This diagram shows a network of resistors connected up to one
battery. For a series circuit, the voltage of the
battery is "divided up" into parts: here the battery
voltage E is split up amongst
parts we can call V1, VAB, V4,
V5 and V6. Each of the parts is smaller
than the whole. The larger voltages will be found across the larger
resistances (that is where the energy loss is greatest as charges
pass through).
The network also contains two resistors in parallel. For these, the currents are additive and each of the currents (I2 and I3) is smaller than the amount that entered the junction before the split (I1). The voltage VAB is common to both resistors, and determines the currents through them: whichever resistor has the least resistance will carry the larger of the two currents.
The two resistors R3 and R6 shown with arrows through them have variable values. Suppose you are told to figure out what happens to the current through resistor R2 if either R3 or R6 are increased (one or the other). How do you proceed?
First, let's consider the case where R3 is increased. You might begin by thinking: the greatest amount of current takes the path of least resistance, and quickly conclude that current will be diverted away from R3, resulting in an increase in current through R2. However, there is a flaw in the conclusion: you have assumed that the current I1 coming into junction A in the picture is staying constant; it is not.
To draw a reliable conclusion about the current through R2, you have to consider the voltage VAB across that resistor. Because R3 is already connected (it is not being added to the circuit by closing a switch; that is a different case), the combined resistance R23 increases when R3 is increased. When the series nature of the circuit is then considered, there is more resistance between points A and B so more of the battery's divided voltage will now appear there compared with before. Since VAB increases, it follows that I2 increases. The current I1 actually decreases, since the resistance of the entire network has increased (so it is inaccurate to just claim that R2 steals current away from R3).
Second, let's consider the case where R6 is increased (R3 unchanged). Since R6 is in series with the rest of the network, an increase in R6 leads to an increase in the network resistance. The current through R6 is the same as the battery current (also the same as the current through R1), so it will decrease.

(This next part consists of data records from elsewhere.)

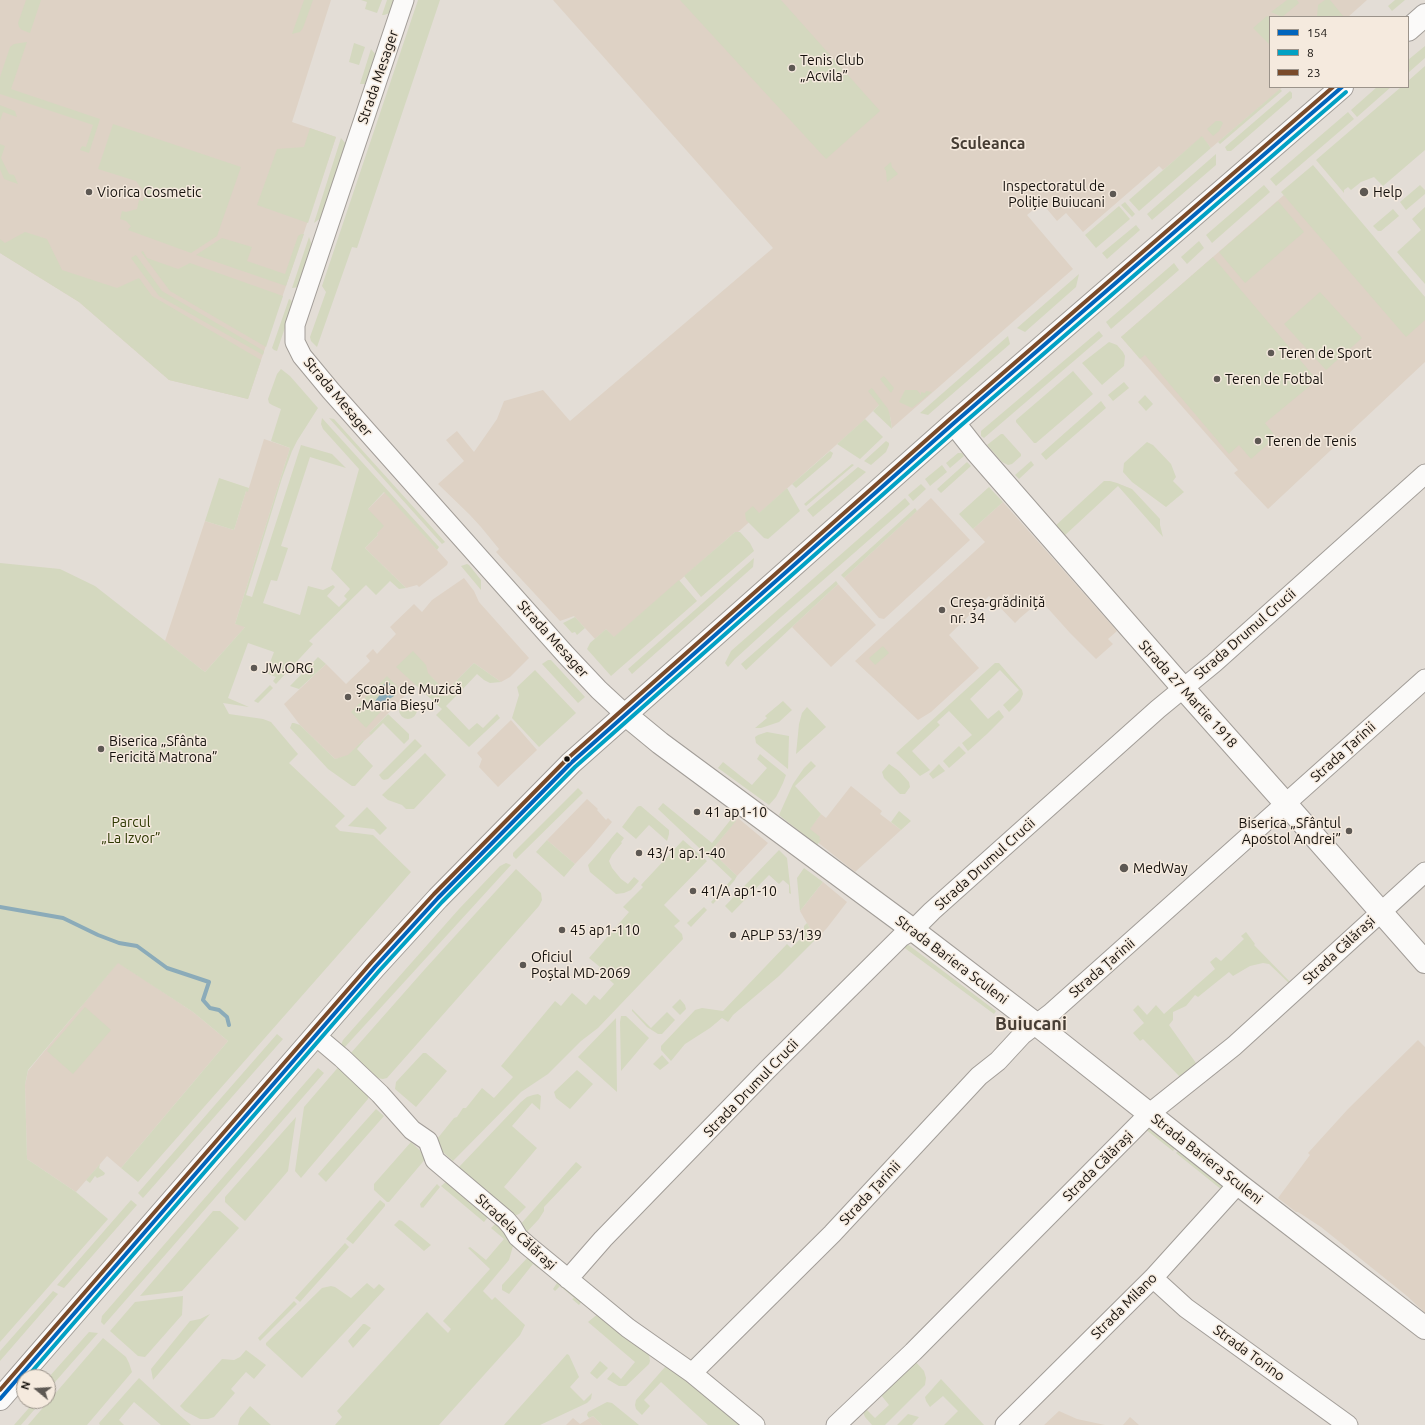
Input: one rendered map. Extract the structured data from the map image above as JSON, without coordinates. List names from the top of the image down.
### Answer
{
  "streets": {
    "main road": ["Strada 27 Martie 1918", "Strada Bariera Sculeni"],
    "street": [
      "Strada Mesager",
      "Strada Drumul Crucii",
      "Strada Țarinii",
      "Strada Călărași",
      "Stradela Călărași",
      "Strada Milano",
      "Strada Torino"
    ]
  },
  "crossings": [
    ["Strada Mesager", "Strada Bariera Sculeni"],
    ["Strada Drumul Crucii", "Strada 27 Martie 1918"],
    ["Strada Drumul Crucii", "Strada Bariera Sculeni"],
    ["Strada Drumul Crucii", "Stradela Călărași"],
    ["Strada 27 Martie 1918", "Strada Țarinii"],
    ["Strada 27 Martie 1918", "Strada Călărași"],
    ["Strada Țarinii", "Strada Bariera Sculeni"],
    ["Strada Țarinii", "Stradela Călărași"],
    ["Strada Călărași", "Strada Bariera Sculeni"],
    ["Strada Bariera Sculeni", "Strada Milano"],
    ["Strada Milano", "Strada Torino"]
  ],
  "districts": ["Sculeanca", "Buiucani"],
  "parks": ["Parcul „La Izvor”"],
  "places": [
    "Tenis Club „Acvila”",
    "Viorica Cosmetic",
    "Help",
    "Inspectoratul de Poliție Buiucani",
    "Teren de Sport",
    "Teren de Fotbal",
    "Teren de Tenis",
    "Creșa-grădiniță nr. 34",
    "JW.ORG",
    "Școala de Muzică „Maria Bieșu”",
    "Biserica „Sfânta Fericită Matrona”",
    "41 ap1-10",
    "Biserica „Sfântul Apostol Andrei”",
    "43/1 ap.1-40",
    "MedWay",
    "41/A ap1-10",
    "45 ap1-110",
    "APLP 53/139",
    "Oficiul Poștal MD-2069"
  ],
  "lines": ["transit line 154", "transit line 23", "transit line 8"],
  "legend": ["154", "8", "23"],
  "north": "left"
}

This decreased current arrives at junction A and splits up into two parts. Assuming that the two paths maintain their relative resistances, both those current parts will decrease. Hence we conclude that I2 decreases
We can answer this second question also by considering the concept of the "voltage divider" or series circuit. Since R6 increases, the portion of the battery voltage which is found across it also increases (more energy loss). This leaves less voltage available to be divided up amongst the other series components, including the part between junctions A and B. When V6 increases, this causes V1, VAB, V4 and V5 to all decrease. Since VAB decreases, it follows that I2 decreases.